Art Exhibit Features Allen Leepa

Each quarter, we feature a local artist in our St. Petersburg office. We thank Jenee Priebe of No Good Deeds Art, St. Petersburg College and the Leepa-Ratner Museum for the coordination of this exhibition.

Artist Biography:

Dr. Allen Leepa, abstract expressionist artist, author, professor and philanthropist, was born in Brooklyn, New York, in 1919. He died in Tarpon Springs, Florida, in 2009.

As a teenager, Leepa began studying art at the Art Students League in New York City. In 1937, at the age of eighteen, he received a tuition scholarship to attend the first class of
the New Bauhaus School of Design in Chicago, modeled after the famous Bauhaus in Germany. The young artist benefited from the teachings of the New Bauhaus director, the acclaimed artist László Maholy-Nagy, a Hungarian-born painter, photographer, sculptor and filmmaker. Leepa also studied in New York under Hans Hofmann, a German émigré who was a key figure in the development of Abstract Expressionism in New York in the 1940s. Eventually, Leepa earned undergraduate and graduate degrees in Fine Arts and a doctorate in Education from Columbia University in New York.
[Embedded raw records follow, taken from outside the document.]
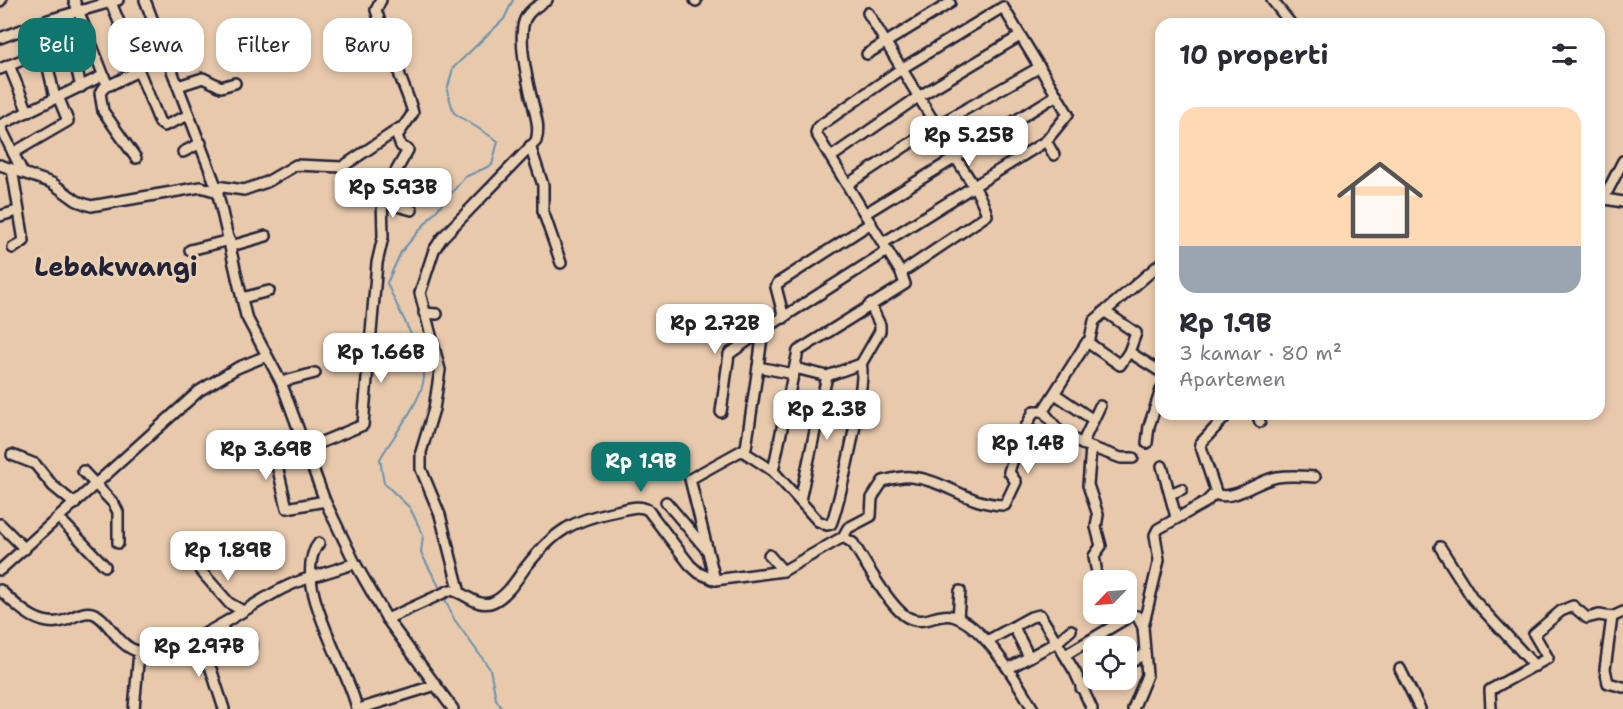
<!DOCTYPE html>
<html lang="id">
<head>
<meta charset="utf-8">
<style>
	:root { --surface:#fff; --page:#f2f2f3; --text:#2b2b33; --muted:#7c7c81; --line:#e1e1e2; --accent:#0f766e }
	body { margin:0; font-family:"Shantell Sans",sans-serif; background:var(--page); color:var(--text); height:100vh; display:flex; flex-direction:column; font-size:22px; white-space:nowrap }
	* { box-sizing:border-box; margin:0 }
	p { font-size:20px; color:var(--muted) }
	.icon { flex:none; width:33px; height:33px; fill:none; stroke:currentColor; stroke-width:2; stroke-linecap:round; stroke-linejoin:round }
	.map { position:relative; flex:1; overflow:hidden }
	.panel { position:absolute; left:1155px; top:18px; width:450px; height:402px; display:flex; flex-direction:column; background:var(--surface); border-radius:18px; box-shadow:0 3px 9px #0003 }
	.panel>* { flex:none }
	.banner { position:absolute; left:18px; top:18px; width:570px; height:54px; display:flex; gap:12px }
	.needle { width:39px; rotate:245deg }
	.controls { position:absolute; left:1083px; top:570px; display:grid; gap:12px }
	.controls a { display:grid; place-items:center; width:54px; height:54px; border-radius:12px; background:var(--surface); box-shadow:0 3px 9px #0003; font-size:30px }
	.price { position:absolute; translate:-50% -51px; padding:0 14px; border-radius:12px; background:#fff; color:#222; font-size:20px; line-height:39px; filter:drop-shadow(0 2px 3px #0008) }
	.price::after { content:''; position:absolute; left:50%; top:36px; width:18px; height:14px; margin-left:-9px; background:inherit; clip-path:polygon(0 0,100% 0,50% 100%) }
	.price.active { background:var(--accent); color:#fff }
	ul { padding:0; list-style:none }
	li { display:grid; align-content:center; gap:12px; height:318px; padding:0 24px }
	li+li { border-top:2px solid var(--line) }
	li span { display:grid; place-items:center; height:186px; border-radius:18px; color:#555 }
	li>.icon { margin-inline-start:auto }
	span .icon { width:108px; height:108px; fill:#fffc; stroke-width:1 }
	li b { font-size:26px }
	h2 { display:flex; justify-content:space-between; align-items:center; height:72px; padding:0 24px; font-size:26px }
	.pill { padding:0 21px; border-radius:18px; background:var(--surface); box-shadow:0 3px 9px #0003; font-size:21px; line-height:54px }
	.pill.active { background:var(--accent); color:#fff }
	.map>svg:first-child { display:block }
	.lines { fill:none; stroke-linecap:round; stroke-linejoin:round }
	.stream { stroke:#6992ae; stroke-width:2 }
	.minor-casing { stroke:#22223b; stroke-width:14 }
	.minor { stroke:#ead1b2; stroke-width:9 }
	.labels { text-anchor:middle; dominant-baseline:central; stroke-width:6; stroke-linejoin:round; paint-order:stroke }
	.quarter-label { font-size:26px; font-weight:bold; fill:#22223b; stroke:#ead1b2 }
</style>
</head>
<body>
<div class="map">
<svg width="1623" height="709" viewBox="0 0 1623 709">
	<rect width="100%" height="100%" fill="#e8c9ac"/>
	<filter id="ink" filterUnits="userSpaceOnUse"><feTurbulence type="fractalNoise" baseFrequency=".0167" numOctaves="2"/><feDisplacementMap in="SourceGraphic" scale="12" xChannelSelector="R" yChannelSelector="G"/><feConvolveMatrix kernelMatrix="1 2 1 2 8 2 1 2 1" color-interpolation-filters="sRGB"/></filter>
	<g filter="url(#ink)">
		<g class="lines">
			<g class="stream">
				<path d="M442 592 421 553 423 535 410 508 384 483 380 459C392 437 421 403 424 378 426 356 396 307 387 283L401 252 465 177 492 165 498 141 454 113 447 91 453 68 504 19 513 0"/>
				<path d="M444 597 454 619 490 669 496 699 502 709"/>
			</g>
			<g class="minor-casing">
				<g id="minor">
					<path d="M74 0 107 84 110 85 138 71"/>
					<path d="M110 0 160 123 164 126 189 115"/>
					<path d="M145 0 216 186 246 316 281 382 325 501 355 563 387 619 453 709"/>
					<path d="M695 0 696 1"/>
					<path d="M1272 0 1291 24"/>
					<path d="M0 1 1 0"/>
					<path d="M868 13C895 57 922 102 949 147 962 169 980 191 987 215L901 273C872 226 844 180 816 133L818 127 901 69 1003 7 1068 114 1046 141 883 243"/>
					<path d="M38 24 55 98"/>
					<path d="M0 38 48 20 118 0"/>
					<path d="M71 46 81 87"/>
					<path d="M867 54 950 3"/>
					<path d="M9 65 28 112"/>
					<path d="M0 69 32 56 91 40"/>
					<path d="M107 84 100 93 103 111 136 158"/>
					<path d="M178 86 203 78 221 87 235 83"/>
					<path d="M0 125 102 76"/>
					<path d="M0 126 22 171"/>
					<path d="M1046 141 1054 155"/>
					<path d="M530 146 543 185V211L561 263"/>
					<path d="M183 152 201 143"/>
					<path d="M13 153 68 121 59 99"/>
					<path d="M831 157 918 97 1020 36"/>
					<path d="M0 165 52 183 77 201 91 206 201 187 218 192"/>
					<path d="M12 169 24 241 13 248"/>
					<path d="M848 184 936 126 1040 67"/>
					<path d="M216 186 244 190 267 182 296 165 342 167 400 128"/>
					<path d="M1599 198 1623 202"/>
					<path d="M1604 198 1623 161"/>
					<path d="M382 202 412 210"/>
					<path d="M866 213 1057 95"/>
					<path d="M0 216 17 211"/>
					<path d="M231 246 266 236"/>
					<path d="M190 250 230 240"/>
					<path d="M242 298 269 291"/>
					<path d="M1104 311 1136 333 1129 352 1161 372"/>
					<path d="M424 313 437 314"/>
					<path d="M784 318 776 287 778 283 871 223"/>
					<path d="M1089 343 1094 321 1161 263"/>
					<path d="M861 364 880 331V325L870 304"/>
					<path d="M758 367 763 330 887 251"/>
					<path d="M281 382 315 373"/>
					<path d="M1055 394 1092 419"/>
					<path d="M1100 406 1082 444 1121 458H1133"/>
					<path d="M721 412 729 354 763 330"/>
					<path d="M1257 414 1260 422"/>
					<path d="M1147 443 1149 426 1161 390"/>
					<path d="M1082 444 1059 431 1043 411 1087 342 1120 365 1129 352"/>
					<path d="M1091 448 1088 485 1098 515 1096 527 1101 546 1094 556 1096 568"/>
					<path d="M744 452 773 471 818 521 827 525 831 524C839 507 868 377 861 364L827 376 795 368"/>
					<path d="M12 455 35 464 53 486 75 504"/>
					<path d="M1162 466 1176 517"/>
					<path d="M83 471 114 504 118 512V543"/>
					<path d="M773 471 798 351 905 284 901 273"/>
					<path d="M1170 494 1182 489"/>
					<path d="M1214 494C1235 502 1256 481 1277 477 1289 475 1303 476 1315 477"/>
					<path d="M800 500 827 376"/>
					<path d="M325 501 287 508 276 461 363 425 377 263 383 237 382 196 408 150 401 146 397 136 413 113C410 100 404 88 400 76 397 64 399 54 393 42L385 41 378 30 380 22 376 10 381 0"/>
					<path d="M666 502 706 549"/>
					<path d="M59 518 105 566"/>
					<path d="M0 524 25 549"/>
					<path d="M843 537 853 543C865 562 889 606 907 617 924 627 937 612 952 616 983 623 1018 683 1033 709"/>
					<path d="M319 543C288 580 351 672 357 709"/>
					<path d="M1440 547 1473 599 1535 666"/>
					<path d="M769 555 783 571"/>
					<path d="M0 570 199 391 237 368 266 356"/>
					<path d="M200 570 229 603 243 611"/>
					<path d="M715 580 690 479 746 448 758 367 794 374"/>
					<path d="M0 590C18 607 40 630 66 620 74 617 83 611 92 613 108 617 116 645 137 651 177 663 252 601 290 585 311 576 334 571 355 563"/>
					<path d="M460 593 440 515 421 469V452L434 409 440 370 420 293 434 250 442 238 536 141C540 128 536 117 533 104 528 84 518 42 524 22 527 11 539 5 547 0"/>
					<path d="M1623 612 1612 617 1605 669 1608 683 1623 687"/>
					<path d="M958 618 960 591"/>
					<path d="M387 619 450 590C464 591 477 609 493 602 507 596 517 579 525 568 554 531 572 520 617 511 627 509 639 504 648 510L690 565 699 573 715 580 783 571 843 537 848 528 871 516 872 498 883 481C891 479 902 476 911 477 946 480 967 505 1005 505L1016 482 1009 472 1018 443 1034 411H1043"/>
					<path d="M221 625 231 644 239 646 252 644"/>
					<path d="M1014 627 1029 657"/>
					<path d="M196 640 203 659 211 669 224 709"/>
					<path d="M987 641 1031 617 1040 615 1075 672 1092 709"/>
					<path d="M1065 655 1132 615 1137 616 1143 627"/>
					<path d="M1126 664 1145 654"/>
					<path d="M1009 668 1057 642 1071 630"/>
					<path d="M1400 669 1420 709"/>
					<path d="M1081 688 1097 680"/>
					<path d="M134 709 139 652"/>
					<path d="M359 709 436 685"/>
					<path d="M1133 709 1147 675 1143 627 1159 560 1155 535 1158 529 1206 502 1216 492 1200 444 1228 414"/>
					<path d="M1491 709 1490 690 1548 658 1534 634 1561 611 1573 606 1587 618 1599 615 1612 617"/>
				</g>
			</g>
			<use href="#minor" class="minor"/>
		</g>
	</g>
	<g class="labels">
		<g class="quarter-label">
			<text x="116" y="266">Lebakwangi</text>
		</g>
	</g>
</svg>
<div class="controls">
<a><svg class="needle" viewBox="-14 -14 28 28"><path d="M0-13l5 13h-10z" fill="#e53935"/><path d="M0 13l5-13h-10z" fill="#7c7c81"/></svg></a>
<a><svg class="icon" aria-label="locate" viewBox="0 0 24 24"><circle cx="12" cy="12" r="6"/><path d="M12 2v4M12 18v4M2 12h4M18 12h4"/></svg></a>
</div>
<b class="price" style="left:969px;top:167px">Rp 5.25B</b>
<b class="price" style="left:393px;top:219px">Rp 5.93B</b>
<b class="price" style="left:715px;top:355px">Rp 2.72B</b>
<b class="price" style="left:381px;top:384px">Rp 1.66B</b>
<b class="price" style="left:827px;top:441px">Rp 2.3B</b>
<b class="price" style="left:1028px;top:475px">Rp 1.4B</b>
<b class="price" style="left:266px;top:481px">Rp 3.69B</b>
<b class="price active" style="left:641px;top:493px">Rp 1.9B</b>
<b class="price" style="left:228px;top:582px">Rp 1.89B</b>
<b class="price" style="left:199px;top:678px">Rp 2.97B</b>
<div class="banner">
<a class="pill active">Beli</a>
<a class="pill">Sewa</a>
<a class="pill">Filter</a>
<a class="pill">Baru</a>
</div>
<section class="panel">
<h2>10 properti<svg class="icon" aria-label="filters" viewBox="0 0 24 24"><path d="M4 7h16M4 17h16"/><circle cx="9" cy="7" r="2"/><circle cx="15" cy="17" r="2"/></svg></h2>
<ul>
<li><span style="background:linear-gradient(#ffd9b3 75%,#9aa5b1 0)"><svg class="icon" aria-label="home" viewBox="0 0 24 24"><path d="M3 11l9-7 9 7M6 9v11h12V9"/></svg></span><div><b>Rp 1.9B</b><p>3 kamar · 80 m²</p><p>Apartemen</p></div></li>
</ul>
</section>
</div>
</body>
</html>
At the Charles Fourth Gallery in New York in 1940 Leepa enjoyed his first solo exhibition. While continuing to search for his personal painting style, he began teaching art at Michigan State University in 1945. He clarified concepts about his style and modern art in his first book, The Challenge of Modern Art, published in 1949.
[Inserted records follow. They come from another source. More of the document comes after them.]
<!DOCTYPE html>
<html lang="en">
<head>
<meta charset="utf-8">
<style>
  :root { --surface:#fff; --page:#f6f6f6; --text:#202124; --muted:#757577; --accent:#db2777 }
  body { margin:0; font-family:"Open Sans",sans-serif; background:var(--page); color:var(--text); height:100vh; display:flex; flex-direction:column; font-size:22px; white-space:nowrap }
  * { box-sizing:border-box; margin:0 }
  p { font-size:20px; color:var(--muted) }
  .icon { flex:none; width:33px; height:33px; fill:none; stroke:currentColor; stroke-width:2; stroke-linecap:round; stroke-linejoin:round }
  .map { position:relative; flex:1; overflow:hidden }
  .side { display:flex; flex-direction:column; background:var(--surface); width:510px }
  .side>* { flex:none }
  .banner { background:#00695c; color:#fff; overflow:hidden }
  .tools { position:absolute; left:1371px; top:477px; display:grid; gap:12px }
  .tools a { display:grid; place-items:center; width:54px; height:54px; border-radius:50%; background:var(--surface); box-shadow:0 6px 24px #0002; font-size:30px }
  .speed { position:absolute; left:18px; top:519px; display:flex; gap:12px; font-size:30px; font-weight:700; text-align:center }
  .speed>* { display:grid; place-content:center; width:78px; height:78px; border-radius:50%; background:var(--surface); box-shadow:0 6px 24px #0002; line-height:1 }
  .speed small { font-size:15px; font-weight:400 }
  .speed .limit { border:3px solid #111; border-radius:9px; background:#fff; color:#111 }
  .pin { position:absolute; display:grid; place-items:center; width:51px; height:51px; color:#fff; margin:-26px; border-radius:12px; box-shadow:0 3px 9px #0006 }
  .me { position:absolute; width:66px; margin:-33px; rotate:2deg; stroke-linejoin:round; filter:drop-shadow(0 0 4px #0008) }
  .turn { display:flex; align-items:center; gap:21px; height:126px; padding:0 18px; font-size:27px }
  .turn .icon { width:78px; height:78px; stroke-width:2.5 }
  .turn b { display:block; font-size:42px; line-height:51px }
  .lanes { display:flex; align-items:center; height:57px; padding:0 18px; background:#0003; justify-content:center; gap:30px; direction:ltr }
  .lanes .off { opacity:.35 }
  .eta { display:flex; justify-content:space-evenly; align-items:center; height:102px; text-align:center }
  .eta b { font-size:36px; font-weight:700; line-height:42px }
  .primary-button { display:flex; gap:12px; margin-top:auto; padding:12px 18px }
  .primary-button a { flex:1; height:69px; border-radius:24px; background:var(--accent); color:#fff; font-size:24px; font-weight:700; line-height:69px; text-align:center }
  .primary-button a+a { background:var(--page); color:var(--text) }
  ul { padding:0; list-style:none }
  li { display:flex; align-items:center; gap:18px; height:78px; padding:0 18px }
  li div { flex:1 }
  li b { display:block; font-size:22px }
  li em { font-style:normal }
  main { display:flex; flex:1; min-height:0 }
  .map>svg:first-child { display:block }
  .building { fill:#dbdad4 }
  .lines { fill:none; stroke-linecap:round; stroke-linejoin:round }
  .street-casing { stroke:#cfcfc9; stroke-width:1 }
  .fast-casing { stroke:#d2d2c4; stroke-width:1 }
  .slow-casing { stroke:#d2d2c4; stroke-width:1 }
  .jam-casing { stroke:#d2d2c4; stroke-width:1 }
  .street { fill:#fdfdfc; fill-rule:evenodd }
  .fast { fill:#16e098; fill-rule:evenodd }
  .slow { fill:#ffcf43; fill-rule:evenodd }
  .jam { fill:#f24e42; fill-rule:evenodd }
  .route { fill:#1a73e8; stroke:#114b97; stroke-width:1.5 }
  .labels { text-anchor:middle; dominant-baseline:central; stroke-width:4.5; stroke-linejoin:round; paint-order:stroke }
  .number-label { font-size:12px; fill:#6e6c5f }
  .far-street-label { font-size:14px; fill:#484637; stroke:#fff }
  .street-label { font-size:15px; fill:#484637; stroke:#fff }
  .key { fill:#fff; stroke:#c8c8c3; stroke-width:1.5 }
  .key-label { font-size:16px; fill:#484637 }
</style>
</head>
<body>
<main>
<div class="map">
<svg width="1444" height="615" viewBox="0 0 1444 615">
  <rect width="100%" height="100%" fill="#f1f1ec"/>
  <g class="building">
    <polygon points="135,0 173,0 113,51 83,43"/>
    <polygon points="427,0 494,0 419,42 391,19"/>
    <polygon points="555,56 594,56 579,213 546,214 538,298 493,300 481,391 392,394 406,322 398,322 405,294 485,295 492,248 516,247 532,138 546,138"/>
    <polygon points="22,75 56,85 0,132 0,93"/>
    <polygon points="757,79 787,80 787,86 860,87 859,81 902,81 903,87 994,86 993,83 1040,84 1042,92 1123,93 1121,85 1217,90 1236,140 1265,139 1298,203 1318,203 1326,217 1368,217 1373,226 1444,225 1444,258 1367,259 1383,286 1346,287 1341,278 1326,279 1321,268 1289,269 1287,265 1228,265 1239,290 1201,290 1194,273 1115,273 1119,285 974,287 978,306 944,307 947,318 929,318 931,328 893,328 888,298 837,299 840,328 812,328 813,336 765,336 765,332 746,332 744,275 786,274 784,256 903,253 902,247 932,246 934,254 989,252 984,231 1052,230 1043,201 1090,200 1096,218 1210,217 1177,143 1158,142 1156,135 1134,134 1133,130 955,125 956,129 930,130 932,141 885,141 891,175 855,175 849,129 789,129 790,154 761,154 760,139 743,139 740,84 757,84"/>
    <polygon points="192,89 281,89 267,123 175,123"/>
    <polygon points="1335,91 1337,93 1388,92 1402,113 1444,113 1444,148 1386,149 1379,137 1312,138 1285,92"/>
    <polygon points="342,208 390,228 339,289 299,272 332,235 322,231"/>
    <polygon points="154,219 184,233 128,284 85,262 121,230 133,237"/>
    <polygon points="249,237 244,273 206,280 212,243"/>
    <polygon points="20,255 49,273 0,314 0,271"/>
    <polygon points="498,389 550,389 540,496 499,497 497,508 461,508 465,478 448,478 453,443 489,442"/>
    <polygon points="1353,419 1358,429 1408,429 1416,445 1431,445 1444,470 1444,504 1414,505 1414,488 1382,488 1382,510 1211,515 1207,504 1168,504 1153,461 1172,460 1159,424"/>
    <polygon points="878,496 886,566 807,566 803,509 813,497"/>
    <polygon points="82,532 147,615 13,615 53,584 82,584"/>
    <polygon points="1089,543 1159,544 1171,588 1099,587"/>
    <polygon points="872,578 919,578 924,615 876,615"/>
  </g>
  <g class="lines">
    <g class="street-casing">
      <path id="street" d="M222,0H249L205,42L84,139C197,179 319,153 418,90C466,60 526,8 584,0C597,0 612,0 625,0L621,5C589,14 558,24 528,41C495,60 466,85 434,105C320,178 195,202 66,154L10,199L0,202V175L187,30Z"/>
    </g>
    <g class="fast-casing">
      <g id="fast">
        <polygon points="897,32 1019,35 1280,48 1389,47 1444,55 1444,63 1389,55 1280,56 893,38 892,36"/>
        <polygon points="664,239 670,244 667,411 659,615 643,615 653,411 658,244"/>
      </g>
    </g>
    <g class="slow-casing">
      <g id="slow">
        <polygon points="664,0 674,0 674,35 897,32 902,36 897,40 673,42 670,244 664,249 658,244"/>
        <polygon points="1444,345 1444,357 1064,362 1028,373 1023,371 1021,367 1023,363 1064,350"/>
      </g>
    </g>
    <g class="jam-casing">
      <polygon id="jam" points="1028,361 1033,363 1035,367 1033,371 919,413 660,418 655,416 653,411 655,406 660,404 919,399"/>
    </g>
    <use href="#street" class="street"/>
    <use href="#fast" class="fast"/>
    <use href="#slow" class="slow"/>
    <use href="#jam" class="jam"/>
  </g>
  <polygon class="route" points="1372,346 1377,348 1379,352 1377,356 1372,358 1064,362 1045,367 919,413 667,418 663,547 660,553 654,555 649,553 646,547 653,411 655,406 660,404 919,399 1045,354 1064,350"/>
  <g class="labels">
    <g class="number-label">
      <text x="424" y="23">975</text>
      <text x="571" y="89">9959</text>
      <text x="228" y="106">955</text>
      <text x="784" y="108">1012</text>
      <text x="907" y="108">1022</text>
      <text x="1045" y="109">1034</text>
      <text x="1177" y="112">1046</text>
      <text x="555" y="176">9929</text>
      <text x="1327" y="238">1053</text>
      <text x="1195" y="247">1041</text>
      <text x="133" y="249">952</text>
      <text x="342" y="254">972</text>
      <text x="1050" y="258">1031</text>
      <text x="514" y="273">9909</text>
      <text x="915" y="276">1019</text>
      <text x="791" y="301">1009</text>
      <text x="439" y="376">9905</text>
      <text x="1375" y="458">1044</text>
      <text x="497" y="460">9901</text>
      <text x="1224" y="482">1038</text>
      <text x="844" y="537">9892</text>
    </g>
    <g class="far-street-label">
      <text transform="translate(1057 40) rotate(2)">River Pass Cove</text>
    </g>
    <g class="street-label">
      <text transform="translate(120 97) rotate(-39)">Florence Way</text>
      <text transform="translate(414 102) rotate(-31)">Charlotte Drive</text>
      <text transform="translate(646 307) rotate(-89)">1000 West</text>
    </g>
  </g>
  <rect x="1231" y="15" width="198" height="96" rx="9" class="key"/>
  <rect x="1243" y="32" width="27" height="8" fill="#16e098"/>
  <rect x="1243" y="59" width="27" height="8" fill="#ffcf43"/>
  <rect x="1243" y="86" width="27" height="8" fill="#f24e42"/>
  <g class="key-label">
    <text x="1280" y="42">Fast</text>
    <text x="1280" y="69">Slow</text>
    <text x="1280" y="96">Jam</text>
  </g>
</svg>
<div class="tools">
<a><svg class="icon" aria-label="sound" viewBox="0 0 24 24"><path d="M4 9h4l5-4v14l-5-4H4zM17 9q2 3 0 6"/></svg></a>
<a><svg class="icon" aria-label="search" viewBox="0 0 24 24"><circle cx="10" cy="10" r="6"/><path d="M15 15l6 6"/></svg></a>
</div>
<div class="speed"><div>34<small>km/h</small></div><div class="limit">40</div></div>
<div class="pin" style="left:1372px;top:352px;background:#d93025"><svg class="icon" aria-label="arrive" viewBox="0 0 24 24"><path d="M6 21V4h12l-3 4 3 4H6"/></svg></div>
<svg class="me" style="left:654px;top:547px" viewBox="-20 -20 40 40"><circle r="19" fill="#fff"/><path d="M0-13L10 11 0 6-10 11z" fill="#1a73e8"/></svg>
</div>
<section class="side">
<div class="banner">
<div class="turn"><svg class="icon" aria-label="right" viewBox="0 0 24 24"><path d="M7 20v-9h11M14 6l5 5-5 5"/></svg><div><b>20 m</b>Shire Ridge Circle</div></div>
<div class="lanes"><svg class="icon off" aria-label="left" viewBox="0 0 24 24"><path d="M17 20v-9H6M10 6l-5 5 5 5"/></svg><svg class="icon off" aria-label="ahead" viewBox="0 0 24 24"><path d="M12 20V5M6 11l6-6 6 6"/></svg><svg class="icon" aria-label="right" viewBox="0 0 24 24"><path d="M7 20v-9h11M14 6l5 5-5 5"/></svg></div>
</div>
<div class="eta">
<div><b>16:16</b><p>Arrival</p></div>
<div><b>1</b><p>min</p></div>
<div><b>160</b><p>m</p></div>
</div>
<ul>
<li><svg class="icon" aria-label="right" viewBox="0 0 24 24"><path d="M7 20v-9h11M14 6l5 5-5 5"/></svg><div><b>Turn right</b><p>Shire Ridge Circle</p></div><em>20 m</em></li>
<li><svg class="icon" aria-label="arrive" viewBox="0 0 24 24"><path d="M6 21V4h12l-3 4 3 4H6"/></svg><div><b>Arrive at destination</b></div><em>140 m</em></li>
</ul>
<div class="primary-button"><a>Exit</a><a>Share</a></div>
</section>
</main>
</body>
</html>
In 1956, Leepa and his stepfather, figurative-expressionist artist Abraham Rattner, established an art school on Long Island. Nearly twenty years later, Leepa published an illustrated book about his stepfather, titled Abraham Rattner.

Leepa and his wife, Isabelle Sutton Leepa, inherited a significant collection of Rattner’s work, which they donated to St. Petersburg College in 1996, and which became the foundation of the Leepa Rattner Museum of Art collection. Included in the gift were paintings by Leepa, watercolors and found-object sculptures by Esther Gentle, Leepa’s mother and Rattner’s second wife, and artwork by major twentieth-century artists such as Pablo Picasso, Georges Rouault, Marc Chagall, Joan Miró, Henry Moore, and Max
Ernst. In addition, the Leepas donated funds for and oversaw the construction of the Fine Arts Building and the museum, which opened to the public in January of 2002.